▸ **WORK REQUIRED**:
Please set the lines down again exactly, from the top of the entries through the line that contains "translate:-100% -50%; text-align:right".

▸ **Saved data entries**:
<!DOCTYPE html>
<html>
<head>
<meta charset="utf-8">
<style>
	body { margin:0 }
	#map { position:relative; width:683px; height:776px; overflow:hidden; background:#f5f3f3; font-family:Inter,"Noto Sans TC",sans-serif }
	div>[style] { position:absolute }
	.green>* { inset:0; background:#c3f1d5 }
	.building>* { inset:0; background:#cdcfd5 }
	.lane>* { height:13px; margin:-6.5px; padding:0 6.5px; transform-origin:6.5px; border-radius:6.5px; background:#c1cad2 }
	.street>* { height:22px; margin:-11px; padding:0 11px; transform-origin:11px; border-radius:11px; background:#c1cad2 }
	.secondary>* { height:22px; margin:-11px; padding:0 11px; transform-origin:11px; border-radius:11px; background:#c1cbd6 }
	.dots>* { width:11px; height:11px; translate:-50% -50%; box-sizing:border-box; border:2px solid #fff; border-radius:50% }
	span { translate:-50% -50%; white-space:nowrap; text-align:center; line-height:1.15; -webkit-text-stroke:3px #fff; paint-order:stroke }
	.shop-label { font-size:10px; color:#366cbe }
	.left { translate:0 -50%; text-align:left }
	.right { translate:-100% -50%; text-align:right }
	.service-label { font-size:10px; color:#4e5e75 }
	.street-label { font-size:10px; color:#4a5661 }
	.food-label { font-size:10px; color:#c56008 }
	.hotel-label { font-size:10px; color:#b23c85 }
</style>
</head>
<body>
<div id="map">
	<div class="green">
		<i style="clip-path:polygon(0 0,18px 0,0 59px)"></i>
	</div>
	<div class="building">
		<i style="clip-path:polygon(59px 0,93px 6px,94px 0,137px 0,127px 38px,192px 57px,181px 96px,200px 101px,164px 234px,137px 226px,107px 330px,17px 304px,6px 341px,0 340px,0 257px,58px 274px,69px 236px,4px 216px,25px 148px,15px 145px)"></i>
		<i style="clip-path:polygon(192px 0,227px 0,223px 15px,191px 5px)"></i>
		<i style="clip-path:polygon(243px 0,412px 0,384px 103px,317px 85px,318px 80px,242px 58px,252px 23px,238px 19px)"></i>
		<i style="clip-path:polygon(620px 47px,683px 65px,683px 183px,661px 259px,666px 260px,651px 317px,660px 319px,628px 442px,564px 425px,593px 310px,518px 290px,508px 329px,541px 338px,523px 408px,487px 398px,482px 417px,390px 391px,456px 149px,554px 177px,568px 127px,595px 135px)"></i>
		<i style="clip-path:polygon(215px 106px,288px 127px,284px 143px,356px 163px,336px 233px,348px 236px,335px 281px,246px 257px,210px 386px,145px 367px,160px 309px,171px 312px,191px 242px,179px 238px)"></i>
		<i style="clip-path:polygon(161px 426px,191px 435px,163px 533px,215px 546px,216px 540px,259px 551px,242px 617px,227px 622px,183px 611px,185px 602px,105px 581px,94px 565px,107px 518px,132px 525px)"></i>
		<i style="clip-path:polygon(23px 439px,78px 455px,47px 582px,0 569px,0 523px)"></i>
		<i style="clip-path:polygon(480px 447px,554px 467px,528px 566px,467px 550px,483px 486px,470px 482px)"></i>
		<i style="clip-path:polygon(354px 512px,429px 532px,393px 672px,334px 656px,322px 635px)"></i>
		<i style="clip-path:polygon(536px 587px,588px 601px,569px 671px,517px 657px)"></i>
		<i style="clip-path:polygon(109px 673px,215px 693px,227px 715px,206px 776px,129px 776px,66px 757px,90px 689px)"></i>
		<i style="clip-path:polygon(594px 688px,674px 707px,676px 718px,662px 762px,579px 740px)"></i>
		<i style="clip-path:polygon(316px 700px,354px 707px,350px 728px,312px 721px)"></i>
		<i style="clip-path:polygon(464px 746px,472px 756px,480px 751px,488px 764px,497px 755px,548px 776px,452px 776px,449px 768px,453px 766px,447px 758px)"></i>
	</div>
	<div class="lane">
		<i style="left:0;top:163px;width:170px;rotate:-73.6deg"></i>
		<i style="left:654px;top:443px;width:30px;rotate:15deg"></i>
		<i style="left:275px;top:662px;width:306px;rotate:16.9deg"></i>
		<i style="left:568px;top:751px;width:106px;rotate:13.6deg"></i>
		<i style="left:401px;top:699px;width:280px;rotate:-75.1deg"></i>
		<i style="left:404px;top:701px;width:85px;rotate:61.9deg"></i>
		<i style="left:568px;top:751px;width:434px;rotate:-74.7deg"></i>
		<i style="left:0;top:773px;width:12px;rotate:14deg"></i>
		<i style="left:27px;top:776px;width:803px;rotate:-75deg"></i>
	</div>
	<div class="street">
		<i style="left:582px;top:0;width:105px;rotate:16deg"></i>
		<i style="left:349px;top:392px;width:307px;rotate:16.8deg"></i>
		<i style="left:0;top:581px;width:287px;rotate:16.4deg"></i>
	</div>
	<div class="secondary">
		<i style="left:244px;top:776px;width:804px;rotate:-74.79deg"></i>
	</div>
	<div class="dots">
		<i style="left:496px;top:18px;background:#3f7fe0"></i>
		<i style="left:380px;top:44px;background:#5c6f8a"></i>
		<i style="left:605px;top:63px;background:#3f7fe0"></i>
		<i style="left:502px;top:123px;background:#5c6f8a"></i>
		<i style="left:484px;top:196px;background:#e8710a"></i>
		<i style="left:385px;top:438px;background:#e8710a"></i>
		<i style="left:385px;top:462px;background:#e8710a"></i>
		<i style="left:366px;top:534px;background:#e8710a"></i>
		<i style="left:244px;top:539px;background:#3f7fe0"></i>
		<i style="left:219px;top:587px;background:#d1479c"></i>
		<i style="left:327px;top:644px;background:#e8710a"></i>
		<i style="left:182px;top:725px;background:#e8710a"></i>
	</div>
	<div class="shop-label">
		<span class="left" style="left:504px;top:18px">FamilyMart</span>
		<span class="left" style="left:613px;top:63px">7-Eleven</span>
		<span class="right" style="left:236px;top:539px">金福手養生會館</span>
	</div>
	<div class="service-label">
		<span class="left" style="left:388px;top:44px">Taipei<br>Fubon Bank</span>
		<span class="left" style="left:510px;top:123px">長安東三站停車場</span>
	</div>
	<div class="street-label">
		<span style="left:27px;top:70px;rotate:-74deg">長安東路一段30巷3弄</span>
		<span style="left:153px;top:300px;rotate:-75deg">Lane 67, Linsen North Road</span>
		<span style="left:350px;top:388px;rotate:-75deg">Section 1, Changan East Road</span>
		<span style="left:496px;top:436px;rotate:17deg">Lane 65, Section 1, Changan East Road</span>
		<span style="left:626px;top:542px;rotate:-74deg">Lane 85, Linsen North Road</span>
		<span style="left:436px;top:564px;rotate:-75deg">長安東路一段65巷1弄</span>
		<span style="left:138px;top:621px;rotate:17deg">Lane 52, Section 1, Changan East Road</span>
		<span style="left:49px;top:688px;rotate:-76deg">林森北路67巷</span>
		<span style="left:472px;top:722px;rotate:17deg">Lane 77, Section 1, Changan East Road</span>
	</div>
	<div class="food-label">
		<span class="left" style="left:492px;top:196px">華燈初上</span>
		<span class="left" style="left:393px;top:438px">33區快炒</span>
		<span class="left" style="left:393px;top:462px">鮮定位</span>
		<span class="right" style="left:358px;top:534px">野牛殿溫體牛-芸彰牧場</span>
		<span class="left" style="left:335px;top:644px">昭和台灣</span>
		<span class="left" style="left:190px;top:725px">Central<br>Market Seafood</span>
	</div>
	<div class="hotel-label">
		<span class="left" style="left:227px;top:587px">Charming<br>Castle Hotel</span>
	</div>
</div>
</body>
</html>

▸ **ANSWER TO THE PROBLEM**:
<!DOCTYPE html>
<html>
<head>
<meta charset="utf-8">
<style>
	body { margin:0 }
	#map { position:relative; width:683px; height:776px; overflow:hidden; background:#f5f3f3; font-family:Inter,"Noto Sans TC",sans-serif }
	div>[style] { position:absolute }
	.green>* { inset:0; background:#c3f1d5 }
	.building>* { inset:0; background:#cdcfd5 }
	.lane>* { height:13px; margin:-6.5px; padding:0 6.5px; transform-origin:6.5px; border-radius:6.5px; background:#c1cad2 }
	.street>* { height:22px; margin:-11px; padding:0 11px; transform-origin:11px; border-radius:11px; background:#c1cad2 }
	.secondary>* { height:22px; margin:-11px; padding:0 11px; transform-origin:11px; border-radius:11px; background:#c1cbd6 }
	.dots>* { width:11px; height:11px; translate:-50% -50%; box-sizing:border-box; border:2px solid #fff; border-radius:50% }
	span { translate:-50% -50%; white-space:nowrap; text-align:center; line-height:1.15; -webkit-text-stroke:3px #fff; paint-order:stroke }
	.shop-label { font-size:10px; color:#366cbe }
	.left { translate:0 -50%; text-align:left }
	.right { translate:-100% -50%; text-align:right }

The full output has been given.